6 - Como Portugal importava muito da Inglaterra (balança deficitária), coloca-se que as descobertas auríferas no Brasil fluíam para lá no fim das contas. Conforme Fisher, as relações mercantis firmadas entre Inglaterra e Brasil excediam o combinado das trocas comercias da Inglaterra com a França e os Países Baixos. Nesse sentido, os tratados comerciais anglo-lusos de 1642, 1654, 1661 e 1703 “que regularam seu mútuo comércio tiveram muito efeito nessa conexão”.


7 - A fuga de D. João VI veio com o II Tratado de Methuen:“o segundo tratado de Methuen, abrindo o mercado português aos tecidos ingleses criava também a possibilidade de a indústria inglesa, através de Portugal, alcançar o mercado da América portuguesa” (NOVAIS 1995, p. 24; 43).


9 - Mais Novais e os porquês da escravidão: "produzir para o mercado europeu nos quadros do comércio colonial tendente a promover a acumulação primitiva de capital nas economias europeias exigia formas compulsórias de trabalho, pois do contrário, ou não se produziria para o mercado europeu (os colonos povoadores desenvolveriam uma economia voltada par o próprio consumo), ou se se imaginasse uma produção exportadora por empresários que assalariassem trabalho, os custos da produção seriam tais que impediriam a exploração colonial, e pois a função da colonização no desenvolvimento do capitalismo europeu (NOVAIS 1995, p. 102-103)."


10 - Traz outros autores que citam a importância do "lucros de monopólio" no "comércio" colonial, ainda que possam fazer reparos à tese de Williams.


11 - A Jamaica foi invadida por ordens de Cromwell em 1655, sendo a elite local beneficiada apenas secundariamente pelo sistema produtivo montado: é evidente que a economia de plantation da Jamaica veio a ser controlada e dirigida por um grupo de mercadores de Londres e de planters ausentes, e que grandes fortunas familiares eram mais estreitamente ligadas ao comércio e à finança do que à agricultura tropical (SHERIDAN 1965, p. 294-310).

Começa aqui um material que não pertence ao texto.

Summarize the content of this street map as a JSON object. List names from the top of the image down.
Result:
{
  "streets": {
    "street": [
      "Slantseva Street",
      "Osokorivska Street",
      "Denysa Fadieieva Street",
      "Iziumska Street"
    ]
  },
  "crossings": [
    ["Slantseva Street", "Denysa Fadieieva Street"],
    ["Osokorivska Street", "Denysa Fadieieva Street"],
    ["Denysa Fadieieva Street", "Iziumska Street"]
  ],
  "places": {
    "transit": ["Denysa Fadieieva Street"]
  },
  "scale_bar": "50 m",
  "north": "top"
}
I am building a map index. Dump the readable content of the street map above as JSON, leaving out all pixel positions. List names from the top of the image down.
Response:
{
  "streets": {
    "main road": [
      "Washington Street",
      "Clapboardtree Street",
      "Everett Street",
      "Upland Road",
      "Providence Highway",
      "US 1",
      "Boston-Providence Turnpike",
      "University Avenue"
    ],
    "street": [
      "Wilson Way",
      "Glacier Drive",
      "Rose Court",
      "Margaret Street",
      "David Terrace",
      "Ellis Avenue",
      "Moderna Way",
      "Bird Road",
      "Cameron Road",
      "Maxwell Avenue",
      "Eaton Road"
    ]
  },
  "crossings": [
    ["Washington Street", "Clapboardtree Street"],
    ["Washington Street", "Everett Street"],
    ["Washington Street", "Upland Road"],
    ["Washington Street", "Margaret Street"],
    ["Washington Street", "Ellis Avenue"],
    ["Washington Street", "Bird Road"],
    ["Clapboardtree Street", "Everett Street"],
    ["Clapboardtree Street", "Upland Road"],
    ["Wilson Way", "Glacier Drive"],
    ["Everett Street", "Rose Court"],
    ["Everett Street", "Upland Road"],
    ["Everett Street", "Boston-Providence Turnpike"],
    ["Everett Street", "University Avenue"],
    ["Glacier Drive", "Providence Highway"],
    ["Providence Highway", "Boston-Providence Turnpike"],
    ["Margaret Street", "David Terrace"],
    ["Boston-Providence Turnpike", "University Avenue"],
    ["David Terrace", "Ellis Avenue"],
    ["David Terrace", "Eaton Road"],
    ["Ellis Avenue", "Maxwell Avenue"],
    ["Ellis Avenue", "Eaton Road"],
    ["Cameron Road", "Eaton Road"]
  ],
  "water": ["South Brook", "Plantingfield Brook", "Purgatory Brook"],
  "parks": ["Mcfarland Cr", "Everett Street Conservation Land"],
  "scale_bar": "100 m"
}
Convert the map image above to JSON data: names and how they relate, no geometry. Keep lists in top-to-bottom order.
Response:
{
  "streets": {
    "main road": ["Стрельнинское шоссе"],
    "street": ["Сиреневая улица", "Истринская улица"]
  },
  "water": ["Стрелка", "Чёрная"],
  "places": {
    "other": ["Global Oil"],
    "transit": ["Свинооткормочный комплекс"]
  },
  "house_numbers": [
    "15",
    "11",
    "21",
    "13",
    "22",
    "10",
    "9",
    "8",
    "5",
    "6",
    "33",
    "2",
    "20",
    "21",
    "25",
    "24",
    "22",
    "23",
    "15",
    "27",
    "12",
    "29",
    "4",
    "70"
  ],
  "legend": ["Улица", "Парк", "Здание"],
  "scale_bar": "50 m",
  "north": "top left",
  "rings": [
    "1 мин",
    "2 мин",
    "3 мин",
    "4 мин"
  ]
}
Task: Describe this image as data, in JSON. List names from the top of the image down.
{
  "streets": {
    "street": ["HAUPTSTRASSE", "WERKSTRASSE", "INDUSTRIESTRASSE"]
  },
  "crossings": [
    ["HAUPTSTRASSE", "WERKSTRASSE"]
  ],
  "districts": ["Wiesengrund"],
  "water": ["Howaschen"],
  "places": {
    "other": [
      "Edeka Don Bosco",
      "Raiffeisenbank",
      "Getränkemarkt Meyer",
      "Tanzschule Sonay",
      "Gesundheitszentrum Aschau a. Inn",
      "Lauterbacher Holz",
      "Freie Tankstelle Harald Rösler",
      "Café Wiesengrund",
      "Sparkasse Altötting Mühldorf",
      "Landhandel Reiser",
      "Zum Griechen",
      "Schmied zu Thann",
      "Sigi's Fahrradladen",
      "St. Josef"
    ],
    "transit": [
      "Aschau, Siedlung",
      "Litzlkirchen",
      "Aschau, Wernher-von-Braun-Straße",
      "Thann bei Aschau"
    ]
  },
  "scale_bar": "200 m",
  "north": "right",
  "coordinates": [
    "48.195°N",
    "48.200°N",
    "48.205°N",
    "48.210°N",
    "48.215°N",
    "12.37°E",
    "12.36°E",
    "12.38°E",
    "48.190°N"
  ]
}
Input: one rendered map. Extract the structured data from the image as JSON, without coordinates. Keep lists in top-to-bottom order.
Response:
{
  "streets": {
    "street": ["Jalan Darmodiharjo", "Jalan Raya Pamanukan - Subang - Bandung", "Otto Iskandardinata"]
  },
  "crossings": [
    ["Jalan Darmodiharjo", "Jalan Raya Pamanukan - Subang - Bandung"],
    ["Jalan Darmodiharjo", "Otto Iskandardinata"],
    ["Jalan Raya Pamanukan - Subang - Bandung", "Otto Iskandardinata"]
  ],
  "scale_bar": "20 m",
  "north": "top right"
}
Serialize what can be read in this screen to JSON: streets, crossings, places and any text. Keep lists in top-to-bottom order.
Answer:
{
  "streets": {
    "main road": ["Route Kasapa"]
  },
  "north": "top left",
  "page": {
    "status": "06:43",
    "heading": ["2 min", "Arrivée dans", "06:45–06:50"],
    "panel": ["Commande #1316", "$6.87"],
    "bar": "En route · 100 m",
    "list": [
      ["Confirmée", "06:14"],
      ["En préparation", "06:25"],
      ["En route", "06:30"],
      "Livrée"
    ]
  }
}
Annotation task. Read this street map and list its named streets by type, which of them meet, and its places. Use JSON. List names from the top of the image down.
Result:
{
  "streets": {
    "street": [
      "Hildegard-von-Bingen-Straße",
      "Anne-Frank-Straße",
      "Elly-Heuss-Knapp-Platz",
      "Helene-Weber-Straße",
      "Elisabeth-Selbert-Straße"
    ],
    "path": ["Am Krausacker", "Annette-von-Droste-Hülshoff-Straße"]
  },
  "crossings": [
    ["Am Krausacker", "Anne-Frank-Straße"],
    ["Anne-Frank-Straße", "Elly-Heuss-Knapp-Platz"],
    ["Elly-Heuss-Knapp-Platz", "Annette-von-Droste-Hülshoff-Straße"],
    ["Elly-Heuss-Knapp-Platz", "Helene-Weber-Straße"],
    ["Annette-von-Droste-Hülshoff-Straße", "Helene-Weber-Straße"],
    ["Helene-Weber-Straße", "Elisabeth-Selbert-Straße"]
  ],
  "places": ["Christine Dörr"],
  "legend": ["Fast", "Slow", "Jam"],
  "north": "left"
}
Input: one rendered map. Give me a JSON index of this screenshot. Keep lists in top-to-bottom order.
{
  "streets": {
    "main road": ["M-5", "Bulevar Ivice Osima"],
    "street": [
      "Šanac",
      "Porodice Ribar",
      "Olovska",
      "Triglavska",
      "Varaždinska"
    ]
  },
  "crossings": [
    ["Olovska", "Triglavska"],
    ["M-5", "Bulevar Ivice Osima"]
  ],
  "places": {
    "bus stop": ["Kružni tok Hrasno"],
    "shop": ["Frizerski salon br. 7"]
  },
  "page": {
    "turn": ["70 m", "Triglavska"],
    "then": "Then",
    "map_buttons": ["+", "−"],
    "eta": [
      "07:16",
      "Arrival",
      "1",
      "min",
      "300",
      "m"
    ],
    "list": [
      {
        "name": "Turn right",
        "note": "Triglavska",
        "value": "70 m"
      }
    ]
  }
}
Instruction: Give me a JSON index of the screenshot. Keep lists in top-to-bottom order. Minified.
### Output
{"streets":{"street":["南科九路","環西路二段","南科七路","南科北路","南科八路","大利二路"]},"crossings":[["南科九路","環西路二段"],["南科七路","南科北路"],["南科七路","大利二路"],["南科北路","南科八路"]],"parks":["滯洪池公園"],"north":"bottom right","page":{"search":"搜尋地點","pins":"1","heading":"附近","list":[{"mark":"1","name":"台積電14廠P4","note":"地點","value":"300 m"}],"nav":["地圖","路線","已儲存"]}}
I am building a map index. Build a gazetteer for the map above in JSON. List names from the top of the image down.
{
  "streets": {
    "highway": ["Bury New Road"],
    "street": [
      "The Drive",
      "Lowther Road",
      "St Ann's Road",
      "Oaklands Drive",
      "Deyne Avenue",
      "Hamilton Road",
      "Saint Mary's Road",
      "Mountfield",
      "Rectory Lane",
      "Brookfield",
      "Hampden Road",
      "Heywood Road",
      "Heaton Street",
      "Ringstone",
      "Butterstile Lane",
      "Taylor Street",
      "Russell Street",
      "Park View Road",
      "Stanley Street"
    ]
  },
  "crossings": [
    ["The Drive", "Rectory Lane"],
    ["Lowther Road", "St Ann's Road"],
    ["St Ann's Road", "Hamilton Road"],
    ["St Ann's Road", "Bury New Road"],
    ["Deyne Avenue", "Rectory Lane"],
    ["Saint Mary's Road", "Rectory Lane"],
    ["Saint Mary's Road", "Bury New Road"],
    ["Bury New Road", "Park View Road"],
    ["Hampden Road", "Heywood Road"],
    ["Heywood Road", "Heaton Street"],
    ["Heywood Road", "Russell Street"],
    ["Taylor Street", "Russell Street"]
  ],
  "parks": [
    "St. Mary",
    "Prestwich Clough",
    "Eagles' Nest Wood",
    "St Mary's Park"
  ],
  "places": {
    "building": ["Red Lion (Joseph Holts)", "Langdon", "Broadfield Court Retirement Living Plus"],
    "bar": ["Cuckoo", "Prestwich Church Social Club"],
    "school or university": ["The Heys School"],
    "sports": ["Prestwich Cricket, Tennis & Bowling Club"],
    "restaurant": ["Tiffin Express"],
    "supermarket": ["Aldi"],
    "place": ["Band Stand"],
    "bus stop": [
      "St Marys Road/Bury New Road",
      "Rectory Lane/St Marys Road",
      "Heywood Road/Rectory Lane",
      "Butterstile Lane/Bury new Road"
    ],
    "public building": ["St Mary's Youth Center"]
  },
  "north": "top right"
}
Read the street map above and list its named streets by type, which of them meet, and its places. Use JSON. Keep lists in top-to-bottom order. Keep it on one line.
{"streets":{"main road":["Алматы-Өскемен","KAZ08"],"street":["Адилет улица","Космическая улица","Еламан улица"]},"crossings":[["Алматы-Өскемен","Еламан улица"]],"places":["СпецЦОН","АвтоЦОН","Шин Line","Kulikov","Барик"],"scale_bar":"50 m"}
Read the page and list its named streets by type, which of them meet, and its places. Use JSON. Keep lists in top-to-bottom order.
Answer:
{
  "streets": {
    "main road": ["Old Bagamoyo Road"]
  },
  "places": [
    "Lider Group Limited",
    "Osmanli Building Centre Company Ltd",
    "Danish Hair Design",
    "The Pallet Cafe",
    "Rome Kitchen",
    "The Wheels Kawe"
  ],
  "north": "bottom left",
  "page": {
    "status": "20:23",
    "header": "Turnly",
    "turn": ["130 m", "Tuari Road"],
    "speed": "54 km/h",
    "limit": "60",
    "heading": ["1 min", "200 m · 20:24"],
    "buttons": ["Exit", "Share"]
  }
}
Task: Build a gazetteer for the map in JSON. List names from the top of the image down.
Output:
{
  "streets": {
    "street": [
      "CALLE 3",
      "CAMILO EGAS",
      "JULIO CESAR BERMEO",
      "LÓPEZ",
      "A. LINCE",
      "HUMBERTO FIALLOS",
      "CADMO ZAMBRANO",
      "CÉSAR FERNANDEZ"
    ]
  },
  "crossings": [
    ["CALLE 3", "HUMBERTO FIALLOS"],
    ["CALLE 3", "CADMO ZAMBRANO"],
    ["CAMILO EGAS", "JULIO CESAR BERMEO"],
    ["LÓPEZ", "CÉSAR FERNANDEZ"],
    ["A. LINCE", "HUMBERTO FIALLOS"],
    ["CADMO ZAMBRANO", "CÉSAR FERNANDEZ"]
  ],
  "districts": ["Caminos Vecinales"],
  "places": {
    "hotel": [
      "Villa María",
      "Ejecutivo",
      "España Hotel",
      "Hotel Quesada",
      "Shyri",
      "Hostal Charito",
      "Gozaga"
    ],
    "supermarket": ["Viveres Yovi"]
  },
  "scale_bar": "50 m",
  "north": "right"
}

12 - Os opositores a Williams colocam que o capital comercial não respondia por parte significativamente grande da FBCF inglesa por volta do nascedouro da Revolução Industrial. 


13 - ... Nesse sentido, O'Brien: "Embora a formação de capital tenha desempenhado um importante papel nesse crescimento nos anos de 1760 até 1850, não pode ser definida como o motor do desenvolvimento econômico britânico, cuja prosperidade proveio, sobremaneira, do progresso tecnológico e da eficiência organizacional." O autor vê algum papel na acumulação ultramar e imagina lucros realmente sem igual, porém, crê que o tamanho total da coisa não tornava o impacto significativo.


14 - De certa forma, David Richardson inverteu determinadas propostas de Williams, defendendo que foi a Revolução Industrial que acelerou o comércio triangular, não o inverso. Seriam "integrantes subordinados". (...) Conforme Richardson, durante o terceiro quarto do século XVIII houve simultaneamente um substancial aumento das atividades do tráfico de escravos britânico, da fabricação de açúcar em suas colônias e das taxas de crescimento da produção industrial.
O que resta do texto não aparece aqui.